#### Problem description
One figure is the whole answer: the number of lines below that contain the word "lineWidth".
■ ■ ■
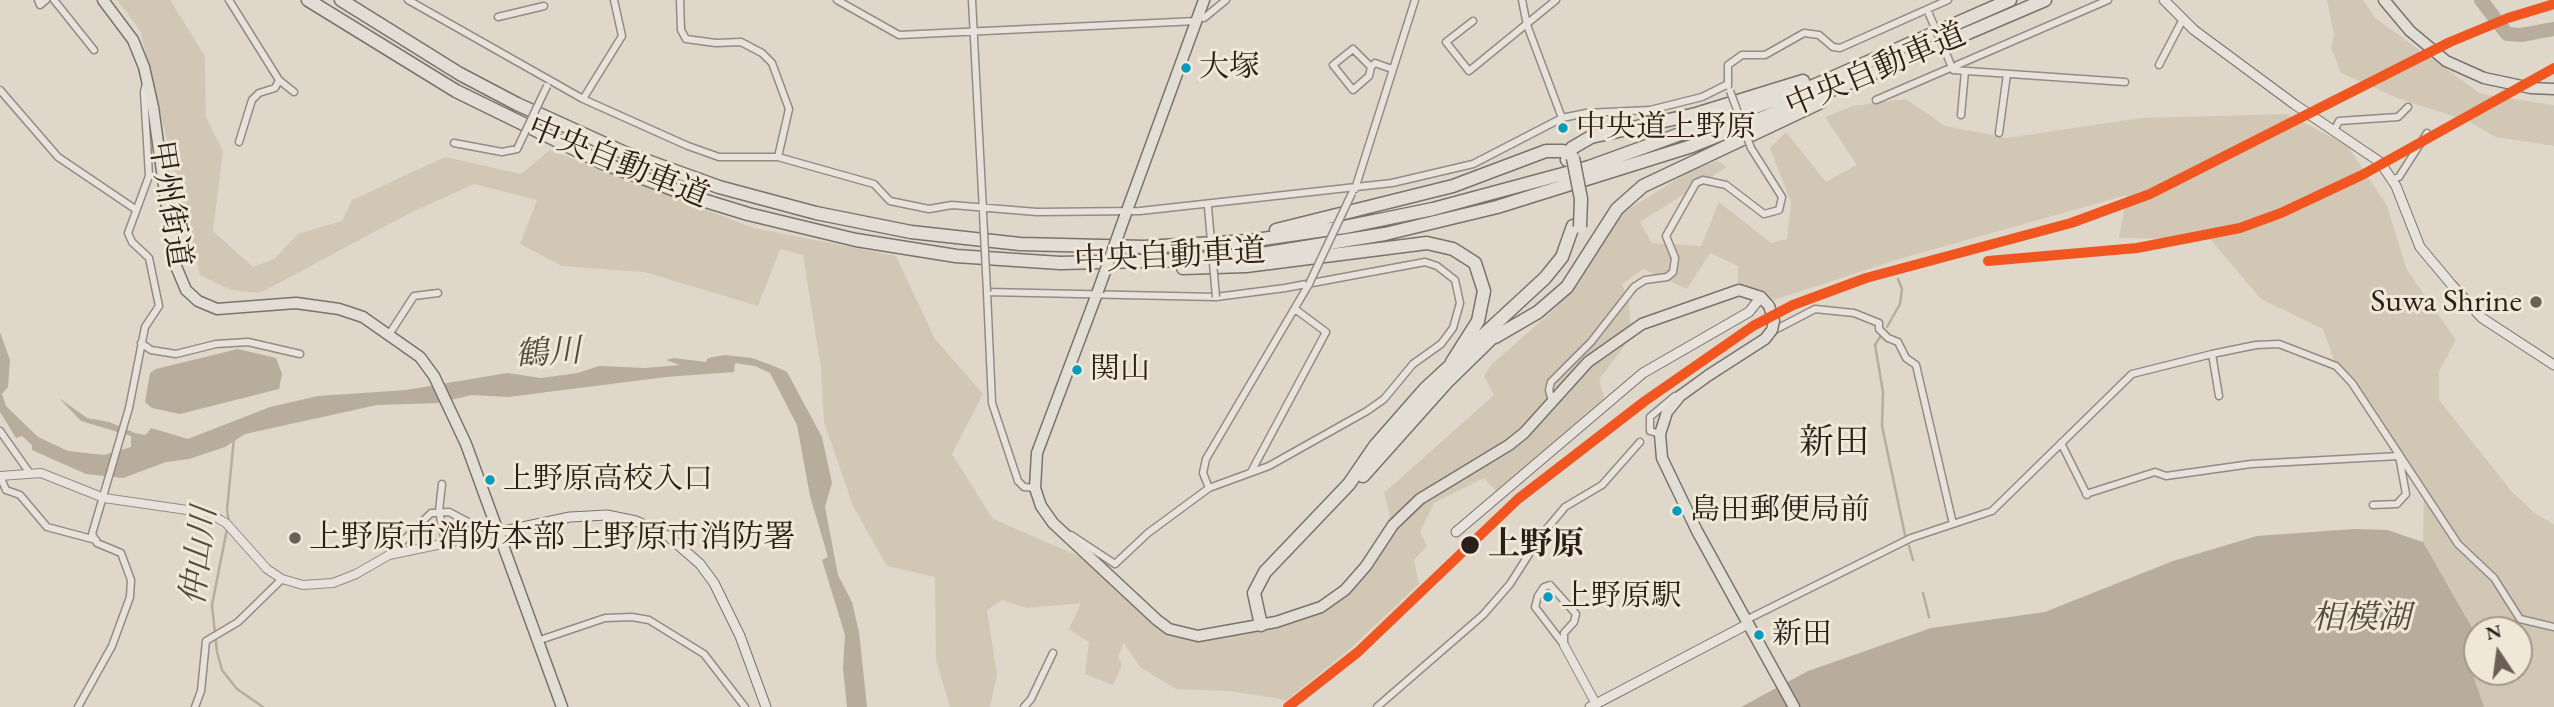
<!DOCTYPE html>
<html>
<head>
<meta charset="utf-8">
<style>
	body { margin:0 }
	#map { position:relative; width:2554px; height:707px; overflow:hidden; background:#dfd7c9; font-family:"EB Garamond",serif }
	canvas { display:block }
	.north { position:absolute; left:2463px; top:616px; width:70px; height:70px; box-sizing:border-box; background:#f0e7d6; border:2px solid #a2978b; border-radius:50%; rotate:347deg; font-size:19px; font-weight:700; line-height:28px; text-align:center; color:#2c1f1b }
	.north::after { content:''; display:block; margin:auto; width:24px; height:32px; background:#6b5f58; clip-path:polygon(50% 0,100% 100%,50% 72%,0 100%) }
</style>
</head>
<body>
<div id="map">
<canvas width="2554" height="707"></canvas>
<div class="north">N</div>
</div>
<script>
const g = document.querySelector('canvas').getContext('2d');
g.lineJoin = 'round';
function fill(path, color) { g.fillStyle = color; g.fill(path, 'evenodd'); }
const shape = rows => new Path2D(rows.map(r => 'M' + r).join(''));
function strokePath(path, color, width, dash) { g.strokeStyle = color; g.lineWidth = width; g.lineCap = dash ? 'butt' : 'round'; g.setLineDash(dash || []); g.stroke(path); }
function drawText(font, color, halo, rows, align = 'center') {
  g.font = font + ' "EB Garamond","Noto Serif JP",serif'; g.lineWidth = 6; g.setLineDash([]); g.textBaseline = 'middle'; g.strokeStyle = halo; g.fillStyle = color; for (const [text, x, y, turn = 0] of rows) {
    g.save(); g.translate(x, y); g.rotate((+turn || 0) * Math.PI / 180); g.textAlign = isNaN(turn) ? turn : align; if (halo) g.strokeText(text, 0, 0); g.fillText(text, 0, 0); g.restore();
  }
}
fill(shape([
	[117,0,170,0,205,56,206,117,223,151,213,231,253,267,274,259,298,234,342,221,352,200,445,157,521,174,550,150,754,228,896,256,935,339,983,394,952,454,993,519,1097,564,1157,620,1198,636,1307,614,1345,590,1392,525,1384,493,1494,395,1484,376,1492,364,1556,308,1624,212,1692,170,1717,161,1727,167,1640,222,1652,243,1701,246,1719,202,1771,243,1787,239,1791,202,1770,148,1786,132,1826,182,1857,165,1825,117,1853,106,1906,99,1945,126,2007,138,2141,118,2287,114,2347,145,2387,206,2407,270,2456,340,2439,371,2439,400,2512,492,2537,515,2554,524,2554,707,2484,707,2465,651,2473,628,2423,542,2424,492,2352,383,2336,366,2323,329,2261,299,2210,239,2119,238,2127,195,1899,259,1774,300,1761,290,1738,286,1738,266,1710,253,1687,289,1643,269,1622,284,1629,303,1631,337,1599,380,1606,403,1499,494,1484,478,1434,503,1420,532,1427,546,1414,560,1419,584,1351,648,1287,700,1228,691,1176,689,1140,667,1124,643,1118,657,1122,665,1113,685,1085,674,1089,642,1069,629,1081,603,1027,608,1002,600,987,610,997,675,990,707,950,707,936,660,935,577,887,566,853,506,824,422,821,368,803,255,780,249,758,306,644,272,562,266,520,244,537,200,474,184,408,214,260,293,231,290,200,275,140,30],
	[2477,630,2519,630,2519,672,2477,672],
	[2327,0,2363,0,2375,18,2481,94,2554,105,2554,146,2496,137,2468,121,2400,99,2341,73,2331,48,2334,35]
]), '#d2c7b5');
fill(shape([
	[0,332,10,360,8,387,2,394,6,406,38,437,68,451,104,455,131,447,131,436,81,421,59,398,87,418,109,422,135,433,146,435,151,428,188,439,270,407,318,396,406,390,507,373,541,378,578,373,599,366,645,368,680,365,666,360,674,358,706,362,708,358,725,355,752,358,774,366,787,372,822,437,832,483,825,507,838,575,852,602,859,632,867,707,847,707,843,668,845,635,822,560,828,557,810,496,797,425,770,373,755,366,735,363,734,372,666,377,508,397,472,395,437,403,377,405,245,434,225,447,189,459,166,462,123,478,86,474,32,450,32,445,22,436,16,438,0,412],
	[238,349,276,358,282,374,279,389,180,414,152,408,145,402,150,373,156,369],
	[2354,529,2387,530,2423,542,2473,629,2465,651,2484,707,1741,707,1808,671,1931,628,2045,612,2173,561,2257,536]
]), '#b8ac9c');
strokePath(shape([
	[1887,327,1900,304,1902,289,1898,279],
	[1880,337,1875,345,1883,392,1882,426,1905,535],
	[229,522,227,510,234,438],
	[227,529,212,605,217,652,222,670,237,689,263,707],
	[1909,546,1913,560],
	[1923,593,1929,617]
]), '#b8ac9c', 2.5);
strokePath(shape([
	[2481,0,2507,34,2521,35,2554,29]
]), '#b8ac9c', 14);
const minor = shape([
	[38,0,40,5,46,0],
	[54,0,94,50],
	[229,0,279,80,294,92],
	[408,0,583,99,688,146,719,157,778,157,874,184,890,201,929,209,952,205,1037,212,1140,211,1392,183,1473,164,1562,118,1586,113,1650,110,1702,97,1728,84],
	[680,0,681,30,686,39,716,43,741,42,762,53,772,63,789,109,778,157],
	[837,0,899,35,1197,21],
	[972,0,983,211],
	[1522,0,1527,25,1562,118],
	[498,17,544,6],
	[1198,17,1204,18,1226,0],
	[1473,21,1446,42,1469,71,1556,0],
	[1951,65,1953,70,2125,82],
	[2159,65,2183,19],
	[1371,67,1353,49,1333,65,1353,90,1369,76,1371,67,1375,63,1392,69],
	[1728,86,1728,65,1742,55,1765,55,1804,33,1819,35,1833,47,1840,48,1948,0],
	[0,90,58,157,135,209],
	[583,99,622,36,614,0],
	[1876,100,2108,0],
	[1961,115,1965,71],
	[2335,129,2339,121,2398,117,2408,107],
	[1999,133,2007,74],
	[239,142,252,100,259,93,275,88,279,80],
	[454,143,502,152,517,149],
	[2393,179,2399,177,2427,133],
	[1355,189,1415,0],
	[1771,332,1815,309,1854,313,1879,323,1879,329,1888,338,1898,342,1906,358,1916,365,1953,524],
	[390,333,414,296,438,293],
	[141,343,151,350,176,354,216,344,248,342,300,354],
	[2212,354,2219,396],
	[1552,401,1549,390,1551,382,1591,342,1634,287,1645,280,1667,277,1673,272,1675,258,1666,236,1696,183,1703,180,1726,185,1764,214,1779,210,1782,197,1751,148],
	[0,431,29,472],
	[1660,434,1650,431,1650,417,1675,396],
	[2061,443,2087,495],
	[1251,472,1326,332,1295,309],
	[0,476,6,490,20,495,47,527,96,540],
	[442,484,439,511,445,541],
	[1035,488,1024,487,1018,481,992,403,987,292,1216,297,1285,288,1425,262,1437,266,1455,280,1460,303,1453,328,1441,344,1413,364,1384,399,1367,411,1269,466,1209,488,1148,533,1115,564,1071,535],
	[1209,488,1203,473,1206,459,1309,284],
	[2086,494,2155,472,2166,476,2251,464,2399,456,2406,494,2397,504,2373,505],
	[389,555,431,513,449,512,470,523],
	[1550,585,1576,614,1574,622,1564,633,1564,645,1535,607,1538,596,1544,587,1550,585],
	[1746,620,1911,538,1992,511,2132,374,2212,354,2256,345,2279,344,2336,366,2352,383,2458,544,2494,578,2520,619,2554,627],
	[540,640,605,618,632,617,649,620,704,654,745,707],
	[78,707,112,646,130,597,131,580,121,553,97,543,92,534,129,408,145,327,159,306,149,258,132,242,128,233,149,176,144,92,146,83],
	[195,707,201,691,206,641,238,622,282,579],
	[1024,707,1031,699,1053,653],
	[1377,707,1483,615,1510,584,1540,537,1565,507,1602,485,1640,442]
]);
const tertiary = shape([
	[0,476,41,473,104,498,208,513,226,523,267,569,282,579,303,585,333,583,356,574,389,555,499,532],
	[1564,645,1596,704]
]);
const secondary = shape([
	[2164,0,2194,30,2294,104,2380,162,2396,186,2420,247,2451,284,2482,318,2554,365],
	[499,532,570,517,607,515,636,521,668,536,700,564,714,583,740,636,766,707],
	[1456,532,1643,373,1749,312,1761,297],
	[1590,707,1748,624]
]);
const primary = shape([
	[1125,216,1204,0],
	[1098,291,1037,453,1035,488,1041,506,1053,523,1157,620,1169,629,1198,636,1276,622,1321,607,1345,590,1366,566,1393,525,1420,499,1509,445,1524,433,1588,362,1642,324,1739,290,1761,297,1769,306],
	[1709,375,1680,396,1667,412,1660,434,1662,458,1697,531,1794,707]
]);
const trunk = shape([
	[103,0,133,40,144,67,153,107,175,264,186,290,198,301,217,309,296,303,339,309,363,317,420,357,434,376,466,444,562,707],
	[2384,0,2410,31,2446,61,2484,78,2531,88,2554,89]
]);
const motorway = shape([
	[308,0,456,91,603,163,696,198,748,214,856,240,956,256,1060,263,1189,260,1268,253,1385,234,1497,207,1692,146,1886,68,2045,0],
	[341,0,460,74,517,104,625,153,719,187,816,213,911,232,1020,244,1144,247,1249,241,1345,227,1433,209,1589,167,1813,86,2010,0],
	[1567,160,1572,148,1591,137,1696,114,1803,81],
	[1276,230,1453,186,1546,151,1563,151,1572,158],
	[1183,268,1246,266,1427,243,1453,249,1475,263,1484,291,1478,321,1452,362],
	[1495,337,1538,312,1567,287,1617,209,1643,186,1821,102],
	[1363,476,1446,383,1499,331],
	[1261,625,1254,593,1265,572,1349,484,1375,446,1425,389,1545,278,1562,257,1573,226]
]);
strokePath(minor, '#938c84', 9);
strokePath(tertiary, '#938c84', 10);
strokePath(secondary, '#79736d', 11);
strokePath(primary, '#79736d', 13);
strokePath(trunk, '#79736d', 13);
strokePath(motorway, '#79736d', 15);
strokePath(minor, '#e7e2db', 6);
strokePath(tertiary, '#e7e2db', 8);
strokePath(secondary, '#e7e2db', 9);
strokePath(primary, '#e2ded5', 10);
strokePath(trunk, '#e2ded5', 10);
strokePath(motorway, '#e2ded5', 12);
const minorBridge = shape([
	[1929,14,1951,65],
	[1730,91,1751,148],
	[517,149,547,86],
	[1208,207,1216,297],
	[983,213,987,292],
	[1309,284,1352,193]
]);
const primaryBridge = shape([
	[1098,291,1125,216],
	[1709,375,1765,339,1772,330,1774,321,1769,306]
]);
const motorwayBridge = shape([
	[1573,158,1581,199,1580,227]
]);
strokePath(minorBridge, '#938c84', 9, []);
strokePath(primaryBridge, '#79736d', 13, []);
strokePath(motorwayBridge, '#79736d', 15, []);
strokePath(minorBridge, '#e7e2db', 6);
strokePath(primaryBridge, '#e2ded5', 10);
strokePath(motorwayBridge, '#e2ded5', 12);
strokePath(shape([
	[1988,261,2137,248,2240,228,2281,213,2362,175,2554,68],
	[1288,707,1358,652,1518,499,1645,401,1753,326,1793,305,1866,278,2071,223,2150,194,2450,42,2508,18,2554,4]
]), '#f15620', 10);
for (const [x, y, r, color] of [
	[1186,68,6,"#049bbc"],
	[1563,128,6,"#049bbc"],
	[2536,302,7,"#6b5f58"],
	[1077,370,6,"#049bbc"],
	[490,480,6,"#049bbc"],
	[1677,511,6,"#049bbc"],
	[295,538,7,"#6b5f58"],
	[1470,545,10,"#2c1f1b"],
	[1548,597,6,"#049bbc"],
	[1759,635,6,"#049bbc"]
]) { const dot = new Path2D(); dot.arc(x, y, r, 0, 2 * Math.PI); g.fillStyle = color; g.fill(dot); strokePath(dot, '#f0e7d6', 2.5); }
drawText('30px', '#2c1f1b', '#f0e7d6', [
	["大塚",1199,68],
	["中央道上野原",1576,128],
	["関山",1090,370],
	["上野原高校入口",503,480],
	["島田郵便局前",1690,511],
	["上野原駅",1561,597],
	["新田",1772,635]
], 'left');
drawText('32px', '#2c1f1b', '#f0e7d6', [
	["中央自動車道",1876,71,-23],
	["中央自動車道",618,163,22],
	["甲州街道",169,204,81],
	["中央自動車道",1170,257,-3]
]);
drawText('32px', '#2c1f1b', '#f0e7d6', [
	["Suwa Shrine",2522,302],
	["上野原市消防本部 上野原市消防署",309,538,"left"]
], 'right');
drawText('bold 32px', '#2c1f1b', '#f0e7d6', [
	["上野原",1488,545]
], 'left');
drawText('italic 33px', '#574a41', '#f0e7d6', [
	["鶴川",548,354,-4],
	["仲山川",200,556,-83],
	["相模湖",2361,619]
]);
drawText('35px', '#2c1f1b', '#f0e7d6', [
	["新田",1834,443]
]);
</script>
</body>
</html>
■ ■ ■
#### Task response
2